Collection entries

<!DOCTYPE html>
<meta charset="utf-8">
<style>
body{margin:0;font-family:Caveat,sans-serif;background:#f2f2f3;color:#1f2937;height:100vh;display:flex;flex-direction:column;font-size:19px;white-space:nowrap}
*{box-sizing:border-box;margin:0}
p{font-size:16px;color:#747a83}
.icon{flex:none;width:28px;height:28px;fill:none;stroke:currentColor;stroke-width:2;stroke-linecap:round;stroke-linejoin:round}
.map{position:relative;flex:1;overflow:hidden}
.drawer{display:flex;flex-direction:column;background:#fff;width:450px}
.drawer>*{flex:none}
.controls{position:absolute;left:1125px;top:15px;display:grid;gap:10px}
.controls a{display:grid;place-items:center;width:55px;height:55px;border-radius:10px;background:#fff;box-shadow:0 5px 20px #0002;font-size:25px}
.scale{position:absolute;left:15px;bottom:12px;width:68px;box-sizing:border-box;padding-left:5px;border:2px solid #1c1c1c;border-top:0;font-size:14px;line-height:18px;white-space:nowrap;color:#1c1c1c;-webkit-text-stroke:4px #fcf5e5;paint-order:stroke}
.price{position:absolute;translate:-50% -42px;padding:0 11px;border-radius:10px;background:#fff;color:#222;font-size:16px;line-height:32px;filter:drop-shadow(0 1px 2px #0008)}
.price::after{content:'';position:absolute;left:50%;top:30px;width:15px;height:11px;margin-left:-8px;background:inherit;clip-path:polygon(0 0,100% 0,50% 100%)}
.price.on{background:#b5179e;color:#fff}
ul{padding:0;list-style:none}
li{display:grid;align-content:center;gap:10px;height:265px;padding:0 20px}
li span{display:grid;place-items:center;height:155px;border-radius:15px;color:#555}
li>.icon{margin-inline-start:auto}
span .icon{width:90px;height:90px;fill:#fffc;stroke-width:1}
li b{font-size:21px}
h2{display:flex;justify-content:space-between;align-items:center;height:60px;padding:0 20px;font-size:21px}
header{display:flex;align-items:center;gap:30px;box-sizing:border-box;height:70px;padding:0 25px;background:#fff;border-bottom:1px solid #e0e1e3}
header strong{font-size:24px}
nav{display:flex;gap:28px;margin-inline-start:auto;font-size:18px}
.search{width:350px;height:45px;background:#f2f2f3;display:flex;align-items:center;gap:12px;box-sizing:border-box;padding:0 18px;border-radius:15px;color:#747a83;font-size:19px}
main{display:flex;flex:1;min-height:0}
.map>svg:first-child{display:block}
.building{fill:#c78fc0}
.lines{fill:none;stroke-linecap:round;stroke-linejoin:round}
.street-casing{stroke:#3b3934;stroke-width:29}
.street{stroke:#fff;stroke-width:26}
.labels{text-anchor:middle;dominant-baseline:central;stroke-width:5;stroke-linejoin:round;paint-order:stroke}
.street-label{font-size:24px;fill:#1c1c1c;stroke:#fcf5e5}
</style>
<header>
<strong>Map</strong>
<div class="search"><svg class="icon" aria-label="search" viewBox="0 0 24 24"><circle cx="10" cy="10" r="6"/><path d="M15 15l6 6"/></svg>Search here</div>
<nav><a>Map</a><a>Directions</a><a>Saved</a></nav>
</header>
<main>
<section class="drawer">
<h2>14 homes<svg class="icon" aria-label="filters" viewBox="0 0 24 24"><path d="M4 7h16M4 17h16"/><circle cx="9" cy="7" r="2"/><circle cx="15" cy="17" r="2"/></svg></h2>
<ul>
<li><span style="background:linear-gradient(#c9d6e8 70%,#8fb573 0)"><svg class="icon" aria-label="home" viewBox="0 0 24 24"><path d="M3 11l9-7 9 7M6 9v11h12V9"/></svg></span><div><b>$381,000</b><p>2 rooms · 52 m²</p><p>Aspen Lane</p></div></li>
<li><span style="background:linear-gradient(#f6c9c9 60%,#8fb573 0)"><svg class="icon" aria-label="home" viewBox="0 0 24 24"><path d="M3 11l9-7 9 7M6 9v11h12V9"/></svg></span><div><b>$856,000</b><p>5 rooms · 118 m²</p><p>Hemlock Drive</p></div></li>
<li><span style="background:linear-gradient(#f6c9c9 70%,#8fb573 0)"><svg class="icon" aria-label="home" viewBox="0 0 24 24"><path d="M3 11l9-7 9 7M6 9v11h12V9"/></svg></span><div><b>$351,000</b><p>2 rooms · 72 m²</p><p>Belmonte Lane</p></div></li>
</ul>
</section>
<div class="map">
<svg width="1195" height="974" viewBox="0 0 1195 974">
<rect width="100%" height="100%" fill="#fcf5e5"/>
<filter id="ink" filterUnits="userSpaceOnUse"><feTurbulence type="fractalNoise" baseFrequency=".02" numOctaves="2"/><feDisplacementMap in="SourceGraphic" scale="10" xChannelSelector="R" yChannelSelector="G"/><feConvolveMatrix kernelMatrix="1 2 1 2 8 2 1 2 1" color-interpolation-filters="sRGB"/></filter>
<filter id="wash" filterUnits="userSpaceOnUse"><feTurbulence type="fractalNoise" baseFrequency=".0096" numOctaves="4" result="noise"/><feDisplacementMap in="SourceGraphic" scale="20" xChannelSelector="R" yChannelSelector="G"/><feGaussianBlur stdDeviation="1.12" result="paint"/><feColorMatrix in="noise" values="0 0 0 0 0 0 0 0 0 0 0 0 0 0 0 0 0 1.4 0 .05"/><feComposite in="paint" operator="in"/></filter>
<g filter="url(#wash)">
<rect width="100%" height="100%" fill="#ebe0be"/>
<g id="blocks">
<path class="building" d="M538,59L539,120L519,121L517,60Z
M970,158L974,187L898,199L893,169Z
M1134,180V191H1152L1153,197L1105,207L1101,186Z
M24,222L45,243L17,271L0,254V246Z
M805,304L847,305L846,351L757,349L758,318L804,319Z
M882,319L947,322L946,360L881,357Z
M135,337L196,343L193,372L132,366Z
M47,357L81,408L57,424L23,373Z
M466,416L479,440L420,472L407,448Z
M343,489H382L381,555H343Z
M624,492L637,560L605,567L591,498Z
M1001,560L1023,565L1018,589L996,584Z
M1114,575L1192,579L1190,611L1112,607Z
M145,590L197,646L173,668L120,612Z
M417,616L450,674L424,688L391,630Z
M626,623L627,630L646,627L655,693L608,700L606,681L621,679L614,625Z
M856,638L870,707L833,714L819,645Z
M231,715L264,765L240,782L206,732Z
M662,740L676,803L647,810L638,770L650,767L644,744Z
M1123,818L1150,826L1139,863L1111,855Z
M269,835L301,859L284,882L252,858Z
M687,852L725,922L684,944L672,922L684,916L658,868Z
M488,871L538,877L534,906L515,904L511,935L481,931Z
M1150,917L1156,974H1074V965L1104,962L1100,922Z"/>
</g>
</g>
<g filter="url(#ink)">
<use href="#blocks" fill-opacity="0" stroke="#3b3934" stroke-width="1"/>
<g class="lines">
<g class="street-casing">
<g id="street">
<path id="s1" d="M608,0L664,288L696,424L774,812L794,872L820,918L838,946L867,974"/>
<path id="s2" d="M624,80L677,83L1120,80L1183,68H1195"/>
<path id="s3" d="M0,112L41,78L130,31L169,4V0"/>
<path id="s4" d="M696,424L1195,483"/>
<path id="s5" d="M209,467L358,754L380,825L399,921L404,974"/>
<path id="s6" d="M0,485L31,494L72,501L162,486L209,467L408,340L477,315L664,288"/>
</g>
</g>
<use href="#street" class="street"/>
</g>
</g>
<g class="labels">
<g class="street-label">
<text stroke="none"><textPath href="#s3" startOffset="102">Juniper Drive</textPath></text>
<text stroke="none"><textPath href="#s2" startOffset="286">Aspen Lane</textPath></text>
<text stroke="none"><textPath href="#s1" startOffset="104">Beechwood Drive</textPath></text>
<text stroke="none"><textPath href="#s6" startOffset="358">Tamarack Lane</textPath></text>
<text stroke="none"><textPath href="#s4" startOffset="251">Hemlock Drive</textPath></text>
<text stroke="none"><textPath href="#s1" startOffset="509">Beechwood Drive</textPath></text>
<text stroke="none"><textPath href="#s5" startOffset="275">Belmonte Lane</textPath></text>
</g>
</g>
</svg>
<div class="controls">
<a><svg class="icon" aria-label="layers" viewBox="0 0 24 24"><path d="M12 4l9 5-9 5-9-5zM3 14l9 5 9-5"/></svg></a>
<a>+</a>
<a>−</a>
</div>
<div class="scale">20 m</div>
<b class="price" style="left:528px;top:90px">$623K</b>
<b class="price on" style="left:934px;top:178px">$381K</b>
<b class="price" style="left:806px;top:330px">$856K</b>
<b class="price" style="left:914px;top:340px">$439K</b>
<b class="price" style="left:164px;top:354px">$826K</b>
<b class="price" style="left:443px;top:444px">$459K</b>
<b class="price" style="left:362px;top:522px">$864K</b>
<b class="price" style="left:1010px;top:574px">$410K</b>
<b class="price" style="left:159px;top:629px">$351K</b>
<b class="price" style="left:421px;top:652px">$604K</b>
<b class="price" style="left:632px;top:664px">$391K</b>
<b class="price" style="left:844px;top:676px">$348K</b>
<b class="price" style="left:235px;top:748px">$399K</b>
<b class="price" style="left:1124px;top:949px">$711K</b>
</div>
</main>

**Exercise goal:** Copy each line of the entries that includes the word "blocks".

**Worked solution:**
<g id="blocks">
<use href="#blocks" fill-opacity="0" stroke="#3b3934" stroke-width="1"/>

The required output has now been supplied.